Centrafrica. Suor Dalva: dopo anno di violenze la situazione è peggiorata
Si acuisce la crisi in Centrafrica dopo le dimissioni, venerdì scorso, del presidente
Djotodia, accusato dalla comunità internazionale di passività di fronte alle violenze
che imperversano nel Paese. Con lui è uscito di scena anche il primo ministro Tiangaye,
lasciando la guida del governo al presidente del Consiglio nazionale di transizione,
Nguendet, che dovrà organizzare nuove elezioni. Un milione, secondo l'Onu, i civili
sfollati ed oltre due milioni le persone bisognose di aiuto. Roberta Gisotti
ne ha parlato con suor Dalva Maria Areia, missionaria brasiliana, superiora
provinciale delle Suore comboniane del Centrafrica e Ciad, residente a Bangui, capitale
centrafricana:
D. – Quasi un
anno fa, nel marzo 2013, l’ex presidente Djotodia, a capo della coalizione musulmana
dei Seleka deponeva l’ex capo di Stato Bozizè. Suor Dalva, cosa è cambiato da allora?
R. – La situazione è peggiorata rispetto a quella che stavamo vivendo in quel
momento. E’ cominciata una fase di violenza molto grande. Questi uomini, venuti con
l’ex presidente Djotodia, hanno cominciato a saccheggiare, a violentare le donne,
a rubare nei magazzini, nei mercati e anche negli uffici del Paese. Questo ha provocato
grande insicurezza e molta paura nella gente.

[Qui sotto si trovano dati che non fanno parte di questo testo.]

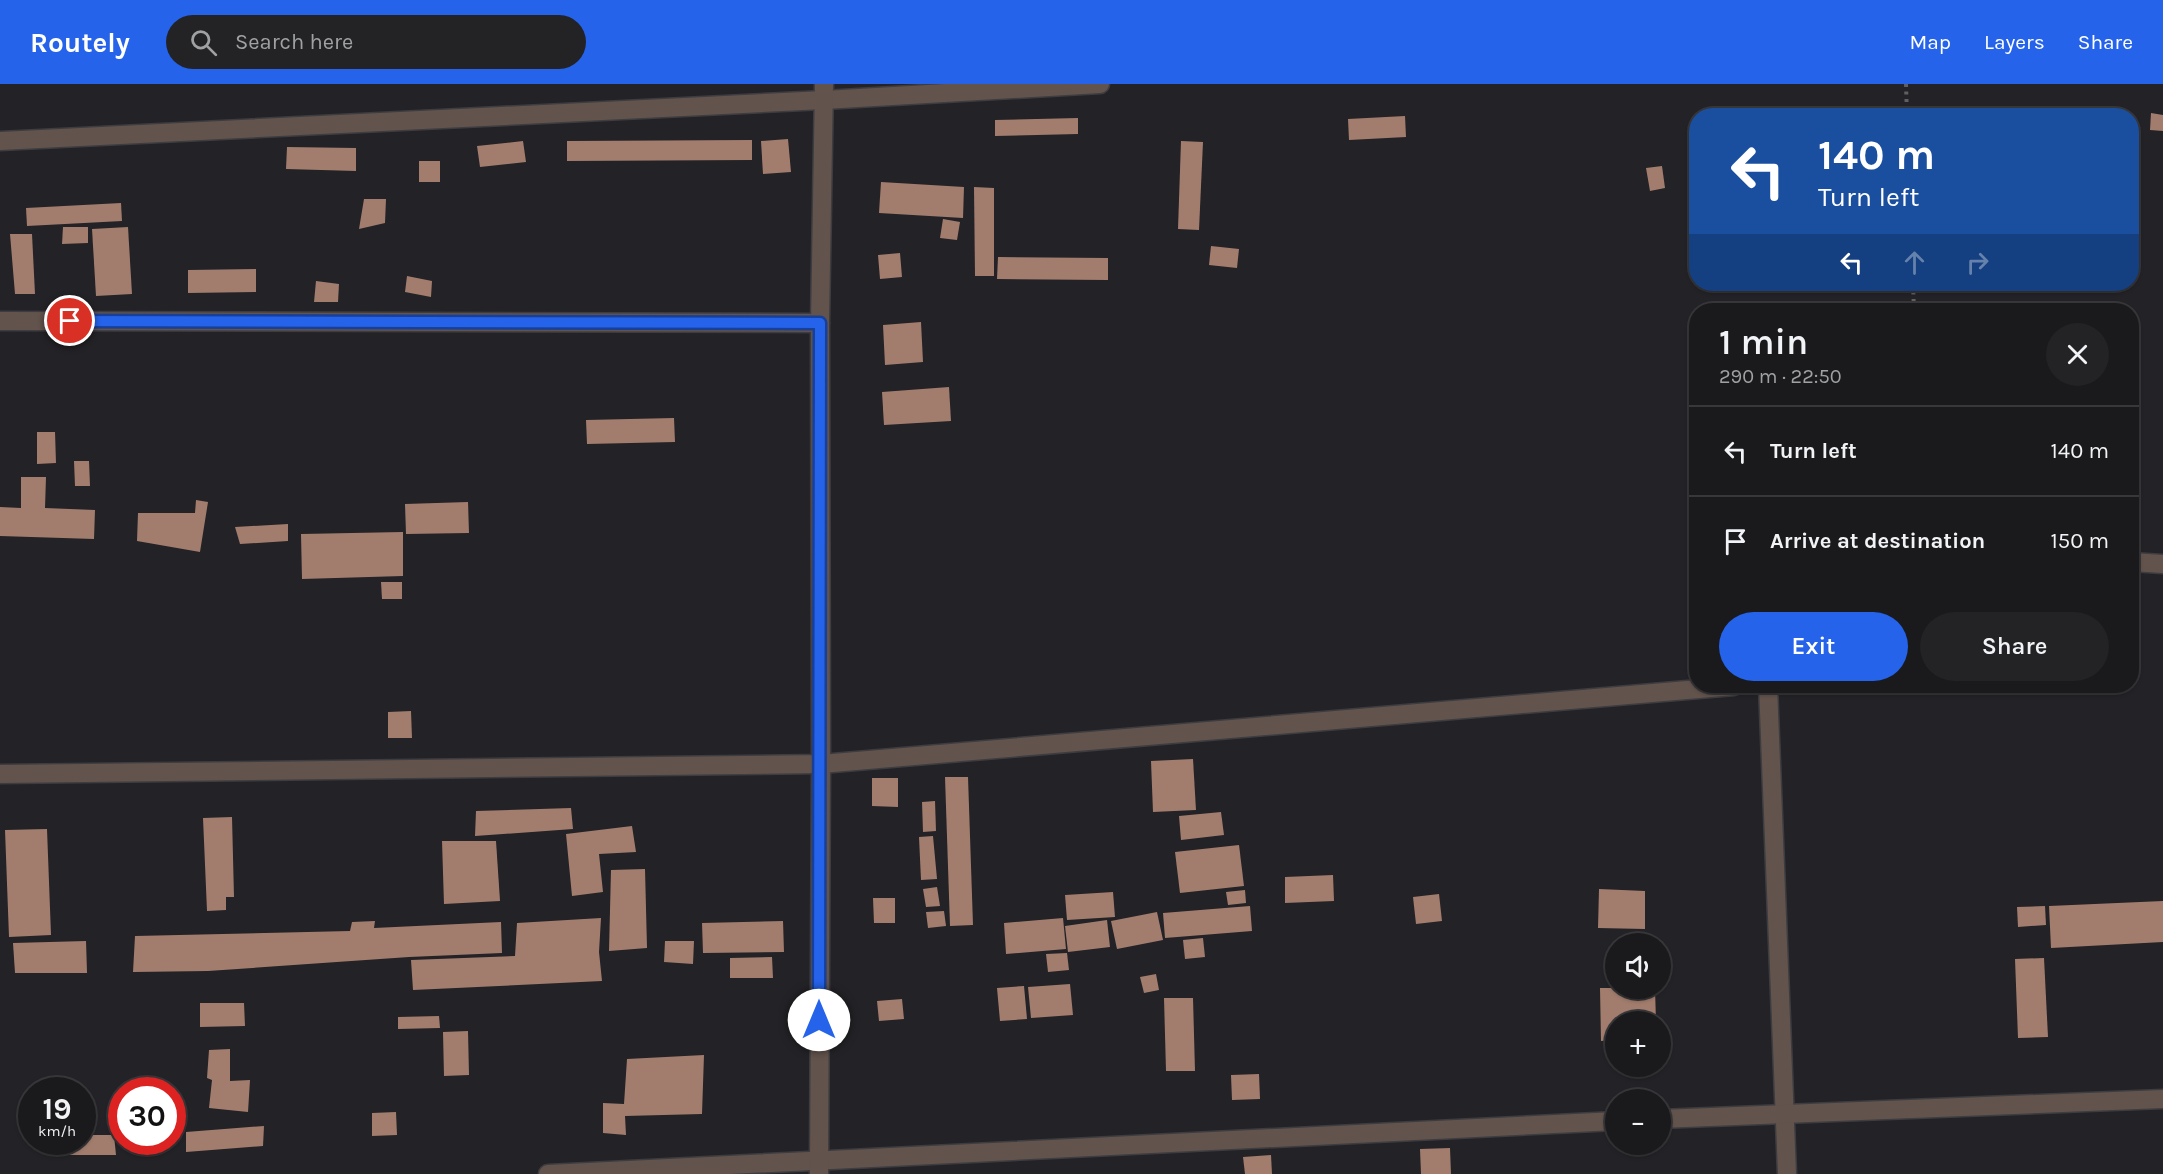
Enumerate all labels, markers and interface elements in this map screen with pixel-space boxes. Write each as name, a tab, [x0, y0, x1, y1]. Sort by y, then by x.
search box	[166, 15, 586, 69]
text: Routely	[30, 26, 130, 59]
icon: search	[187, 26, 220, 59]
text: Search here	[235, 29, 353, 55]
text: Map	[1909, 30, 1951, 54]
text: Layers	[1984, 30, 2045, 54]
text: Share	[2078, 30, 2133, 54]
text: 140 m	[1818, 130, 1935, 180]
icon: left	[1719, 132, 1797, 210]
text: Turn left	[1818, 181, 1919, 213]
icon: left	[1835, 246, 1868, 279]
icon: ahead	[1898, 246, 1931, 279]
icon: right	[1961, 246, 1994, 279]
pin	[44, 295, 95, 346]
icon: arrive	[53, 304, 86, 337]
text: 1 min	[1719, 321, 1808, 363]
button: close	[2046, 323, 2109, 386]
text: 290 m · 22:50	[1719, 365, 1842, 388]
icon: left	[1719, 435, 1752, 468]
text: Turn left	[1770, 438, 1857, 464]
text: 140 m	[2051, 438, 2109, 464]
icon: arrive	[1719, 525, 1752, 558]
text: Arrive at destination	[1770, 528, 1985, 554]
text: 150 m	[2050, 528, 2109, 554]
button: Exit	[1719, 612, 1908, 681]
button: Share	[1920, 612, 2109, 681]
map controls	[1605, 933, 1671, 1155]
button: sound	[1605, 933, 1671, 999]
position arrow	[787, 988, 851, 1052]
button: +	[1605, 1011, 1671, 1077]
speed limit sign: 30	[108, 1077, 186, 1155]
button: −	[1605, 1089, 1671, 1155]
text: 19	[42, 1091, 71, 1127]
text: km/h	[38, 1122, 76, 1140]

D. – E’ difficile, quindi, credere
al presidente ad interim, che ieri ha rassicurato: “L’anarchia nel Paese è
finita”, rivolgendosi sia ai guerriglieri musulmani che alle milizie cristiane...
R.
– Credo che sia troppo presto per confermarlo. Anche se l’ex presidente Djotodia è
partito, i suoi uomini, cioè la Seleka – si parla di 25 mila persone arrivate dal
Ciad, dal Sudan, con qualche centrafricano – sono ancora nel Paese e sono armati.
D. – Sappiamo dell’impegno della Chiesa, perché il conflitto non si radicalizzi
in un conflitto interreligioso...
R. – Giustamente, grazie a Dio, abbiamo una
Chiesa con vescovi che hanno preso in mano veramente questa situazione. In questo
momento, la diocesi di Bossangoa e la diocesi di Bangui, sono quelle che stanno soffrendo
di più. E allora i nostri vescovi hanno denunciato alle persone che potevano aiutarci
questa violenza enorme, cui stiamo assistendo in questo momento. Mi dispiace che la
comunità internazionale e le persone che potevano aiutarci due o tre mesi fa non abbiano
dato valore a queste voci. In questo mese, doveva esserci una riunione dei vescovi
in Centrafrica, ma non c’è stata. Loro però hanno preparato un messaggio bellissimo,
per invitare tutti i cristiani alla riconciliazione, al perdono e alla pace. Non si
può costruire un Paese con questa violenza.
D. – Quindi, la presenza delle
forze internazionali – sappiamo che ci sono forze dell’Onu, forze francesi – è stata,
possiamo dire, inutile dal punto di vista del contrasto delle violenze?
R.
– No, non posso dire che siano state inutili. Credo che se queste forze non ci fossero
state sarebbe stato ancora peggio. Può darsi che loro dovessero prendere in mano prima
la situazione. In questi giorni, nei quartieri si vedono tanti militari e noi ringraziamo
perché queste forze oggi sono qui.
D. – Che cosa sperare per il prossimo futuro?
Nuove elezioni al più presto?
R. – Sappiamo che oggi in parlamento hanno iniziato
le consultazioni con i rappresentanti dei partiti e della società civile, per organizzare,
preparare una lista di possibili candidati. La gente quindi aspetta un segno visibile
che dia sicurezza, per tornare a casa.